Start of Given records

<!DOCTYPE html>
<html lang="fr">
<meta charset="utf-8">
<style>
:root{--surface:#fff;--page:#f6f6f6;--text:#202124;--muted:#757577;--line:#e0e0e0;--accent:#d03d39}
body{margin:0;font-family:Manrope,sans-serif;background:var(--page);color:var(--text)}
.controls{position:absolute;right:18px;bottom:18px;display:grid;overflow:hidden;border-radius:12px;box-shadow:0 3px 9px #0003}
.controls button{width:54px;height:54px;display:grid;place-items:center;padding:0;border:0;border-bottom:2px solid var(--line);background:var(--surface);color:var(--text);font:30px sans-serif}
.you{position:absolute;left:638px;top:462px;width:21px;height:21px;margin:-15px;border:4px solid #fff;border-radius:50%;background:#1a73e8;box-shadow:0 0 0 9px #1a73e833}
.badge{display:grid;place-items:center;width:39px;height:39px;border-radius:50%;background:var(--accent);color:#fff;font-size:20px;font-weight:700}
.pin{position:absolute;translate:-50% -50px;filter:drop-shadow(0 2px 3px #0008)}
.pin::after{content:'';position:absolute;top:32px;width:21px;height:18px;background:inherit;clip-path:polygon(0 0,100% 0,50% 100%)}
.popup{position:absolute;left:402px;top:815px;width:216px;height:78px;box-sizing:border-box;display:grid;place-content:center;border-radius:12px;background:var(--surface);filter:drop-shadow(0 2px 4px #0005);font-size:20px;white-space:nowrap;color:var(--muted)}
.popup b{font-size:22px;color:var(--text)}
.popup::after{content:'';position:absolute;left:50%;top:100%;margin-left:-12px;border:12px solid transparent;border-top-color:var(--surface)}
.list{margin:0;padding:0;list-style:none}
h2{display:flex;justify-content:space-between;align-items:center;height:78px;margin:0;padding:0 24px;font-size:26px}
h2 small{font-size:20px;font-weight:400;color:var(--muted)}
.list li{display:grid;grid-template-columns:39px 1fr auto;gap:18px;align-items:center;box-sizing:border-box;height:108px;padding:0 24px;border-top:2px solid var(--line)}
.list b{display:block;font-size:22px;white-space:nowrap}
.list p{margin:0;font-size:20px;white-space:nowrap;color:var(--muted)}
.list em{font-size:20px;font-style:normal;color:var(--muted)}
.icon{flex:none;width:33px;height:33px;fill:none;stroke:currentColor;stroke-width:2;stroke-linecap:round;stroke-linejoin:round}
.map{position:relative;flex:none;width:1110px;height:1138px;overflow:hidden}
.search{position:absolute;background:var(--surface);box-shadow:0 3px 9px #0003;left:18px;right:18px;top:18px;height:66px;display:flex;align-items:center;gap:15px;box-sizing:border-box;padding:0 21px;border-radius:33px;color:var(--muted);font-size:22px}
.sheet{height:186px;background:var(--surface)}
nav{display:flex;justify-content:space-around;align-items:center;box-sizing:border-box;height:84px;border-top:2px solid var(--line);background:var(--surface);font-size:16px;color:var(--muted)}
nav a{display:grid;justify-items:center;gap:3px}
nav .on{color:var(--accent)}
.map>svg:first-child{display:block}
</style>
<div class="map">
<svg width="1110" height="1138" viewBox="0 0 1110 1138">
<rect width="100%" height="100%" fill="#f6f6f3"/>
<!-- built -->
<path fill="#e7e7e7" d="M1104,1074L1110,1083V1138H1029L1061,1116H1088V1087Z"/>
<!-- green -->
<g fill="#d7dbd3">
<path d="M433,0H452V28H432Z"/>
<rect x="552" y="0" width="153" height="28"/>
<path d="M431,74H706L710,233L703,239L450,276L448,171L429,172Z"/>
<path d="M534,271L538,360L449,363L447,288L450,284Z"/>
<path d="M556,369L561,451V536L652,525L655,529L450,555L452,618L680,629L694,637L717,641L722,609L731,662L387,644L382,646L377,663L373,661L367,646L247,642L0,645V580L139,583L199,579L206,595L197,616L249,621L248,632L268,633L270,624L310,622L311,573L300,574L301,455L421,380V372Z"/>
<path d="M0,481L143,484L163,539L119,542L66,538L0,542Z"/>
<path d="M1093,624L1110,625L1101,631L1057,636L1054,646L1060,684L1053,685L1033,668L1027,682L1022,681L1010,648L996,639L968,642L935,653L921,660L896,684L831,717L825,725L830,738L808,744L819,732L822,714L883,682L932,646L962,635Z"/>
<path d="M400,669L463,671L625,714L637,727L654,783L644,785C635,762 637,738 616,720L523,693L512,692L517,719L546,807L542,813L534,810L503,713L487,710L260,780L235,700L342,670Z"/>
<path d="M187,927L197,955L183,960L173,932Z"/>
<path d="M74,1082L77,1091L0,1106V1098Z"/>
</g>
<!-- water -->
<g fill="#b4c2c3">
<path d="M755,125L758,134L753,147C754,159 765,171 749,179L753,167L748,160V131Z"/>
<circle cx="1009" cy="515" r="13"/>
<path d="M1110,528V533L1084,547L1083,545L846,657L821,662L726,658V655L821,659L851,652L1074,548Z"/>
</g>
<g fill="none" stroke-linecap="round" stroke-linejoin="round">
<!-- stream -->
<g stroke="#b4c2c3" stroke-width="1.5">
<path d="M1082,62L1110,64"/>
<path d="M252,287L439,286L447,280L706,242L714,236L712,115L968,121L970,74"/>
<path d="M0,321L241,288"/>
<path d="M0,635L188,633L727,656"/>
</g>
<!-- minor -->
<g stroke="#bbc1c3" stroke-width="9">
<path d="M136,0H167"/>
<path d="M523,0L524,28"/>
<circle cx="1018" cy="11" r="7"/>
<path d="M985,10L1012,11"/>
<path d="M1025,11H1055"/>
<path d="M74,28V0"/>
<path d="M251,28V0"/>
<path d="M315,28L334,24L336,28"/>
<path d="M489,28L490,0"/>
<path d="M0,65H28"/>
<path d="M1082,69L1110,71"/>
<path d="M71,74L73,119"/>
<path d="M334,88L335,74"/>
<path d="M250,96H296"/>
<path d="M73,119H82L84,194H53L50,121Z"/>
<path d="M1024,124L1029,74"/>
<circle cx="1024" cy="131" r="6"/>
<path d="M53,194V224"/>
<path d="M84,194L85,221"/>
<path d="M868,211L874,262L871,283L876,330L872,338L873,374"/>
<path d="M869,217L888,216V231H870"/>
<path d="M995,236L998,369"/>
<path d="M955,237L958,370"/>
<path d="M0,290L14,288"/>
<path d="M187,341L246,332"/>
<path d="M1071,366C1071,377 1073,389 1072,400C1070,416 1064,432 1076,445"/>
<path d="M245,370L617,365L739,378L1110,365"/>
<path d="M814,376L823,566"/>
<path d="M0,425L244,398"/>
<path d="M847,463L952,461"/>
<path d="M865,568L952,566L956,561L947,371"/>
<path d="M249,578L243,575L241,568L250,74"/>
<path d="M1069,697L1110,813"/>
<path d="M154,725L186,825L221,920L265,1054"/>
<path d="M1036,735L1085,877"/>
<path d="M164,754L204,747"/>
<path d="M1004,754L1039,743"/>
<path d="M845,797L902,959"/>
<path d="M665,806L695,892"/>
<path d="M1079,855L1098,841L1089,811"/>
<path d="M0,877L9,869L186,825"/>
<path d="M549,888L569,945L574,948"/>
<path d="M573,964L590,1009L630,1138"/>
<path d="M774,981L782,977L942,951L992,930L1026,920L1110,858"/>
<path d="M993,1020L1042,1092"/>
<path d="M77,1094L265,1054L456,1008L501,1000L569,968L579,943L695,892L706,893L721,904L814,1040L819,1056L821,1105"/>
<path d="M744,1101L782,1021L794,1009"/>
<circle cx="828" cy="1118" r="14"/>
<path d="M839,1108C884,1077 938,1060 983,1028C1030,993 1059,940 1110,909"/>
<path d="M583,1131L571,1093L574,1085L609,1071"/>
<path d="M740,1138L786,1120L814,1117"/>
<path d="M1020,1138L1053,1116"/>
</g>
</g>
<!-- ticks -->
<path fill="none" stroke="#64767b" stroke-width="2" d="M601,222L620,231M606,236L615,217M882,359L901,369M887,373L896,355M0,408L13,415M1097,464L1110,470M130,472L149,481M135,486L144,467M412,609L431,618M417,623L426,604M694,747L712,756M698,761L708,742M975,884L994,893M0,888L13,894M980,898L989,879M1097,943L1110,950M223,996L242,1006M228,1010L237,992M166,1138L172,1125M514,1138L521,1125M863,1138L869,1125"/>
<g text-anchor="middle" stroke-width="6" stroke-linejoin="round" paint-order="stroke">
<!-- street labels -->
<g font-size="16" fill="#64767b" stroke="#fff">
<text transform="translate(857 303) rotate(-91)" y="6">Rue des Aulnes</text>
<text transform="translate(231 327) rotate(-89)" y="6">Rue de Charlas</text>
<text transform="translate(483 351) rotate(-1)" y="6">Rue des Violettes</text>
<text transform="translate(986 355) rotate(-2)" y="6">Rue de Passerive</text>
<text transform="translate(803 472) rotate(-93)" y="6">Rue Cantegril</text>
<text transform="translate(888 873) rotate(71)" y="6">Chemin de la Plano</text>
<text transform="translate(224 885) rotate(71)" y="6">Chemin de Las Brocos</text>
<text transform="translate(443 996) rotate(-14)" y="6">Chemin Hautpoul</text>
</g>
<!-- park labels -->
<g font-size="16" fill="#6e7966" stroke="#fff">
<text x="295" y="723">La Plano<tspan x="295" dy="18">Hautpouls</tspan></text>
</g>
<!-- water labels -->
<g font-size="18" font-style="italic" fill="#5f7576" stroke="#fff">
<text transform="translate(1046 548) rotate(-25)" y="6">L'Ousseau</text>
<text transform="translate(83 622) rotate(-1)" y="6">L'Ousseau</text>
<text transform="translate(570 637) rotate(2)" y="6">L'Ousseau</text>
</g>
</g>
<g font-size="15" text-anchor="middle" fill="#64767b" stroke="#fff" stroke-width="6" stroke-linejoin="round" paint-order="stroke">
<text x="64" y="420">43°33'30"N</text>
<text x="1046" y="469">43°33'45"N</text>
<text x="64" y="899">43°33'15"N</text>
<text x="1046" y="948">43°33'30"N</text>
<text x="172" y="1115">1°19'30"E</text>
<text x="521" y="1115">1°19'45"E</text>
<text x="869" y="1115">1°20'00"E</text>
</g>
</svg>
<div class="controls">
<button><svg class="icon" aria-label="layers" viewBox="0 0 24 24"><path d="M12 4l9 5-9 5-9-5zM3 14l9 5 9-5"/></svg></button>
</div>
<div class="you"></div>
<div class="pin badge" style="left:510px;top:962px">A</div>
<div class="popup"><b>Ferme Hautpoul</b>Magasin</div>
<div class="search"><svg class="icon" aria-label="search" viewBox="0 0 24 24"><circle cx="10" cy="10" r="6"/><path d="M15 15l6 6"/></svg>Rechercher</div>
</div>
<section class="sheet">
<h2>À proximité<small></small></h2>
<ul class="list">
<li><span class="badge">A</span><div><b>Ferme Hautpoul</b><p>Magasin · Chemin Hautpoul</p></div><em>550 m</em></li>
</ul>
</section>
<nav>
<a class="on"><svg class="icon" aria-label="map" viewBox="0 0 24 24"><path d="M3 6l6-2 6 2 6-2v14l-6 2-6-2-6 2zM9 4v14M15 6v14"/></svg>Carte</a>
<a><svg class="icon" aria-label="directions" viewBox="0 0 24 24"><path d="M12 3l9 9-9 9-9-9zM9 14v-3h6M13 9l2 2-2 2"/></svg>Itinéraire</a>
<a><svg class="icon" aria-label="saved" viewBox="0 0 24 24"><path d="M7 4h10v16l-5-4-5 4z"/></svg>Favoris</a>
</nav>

End of Given records

▶ _What you will do_
Only a number is wanted here: how many lines in the data above include the string "list"?

▶ _Exercise result_
6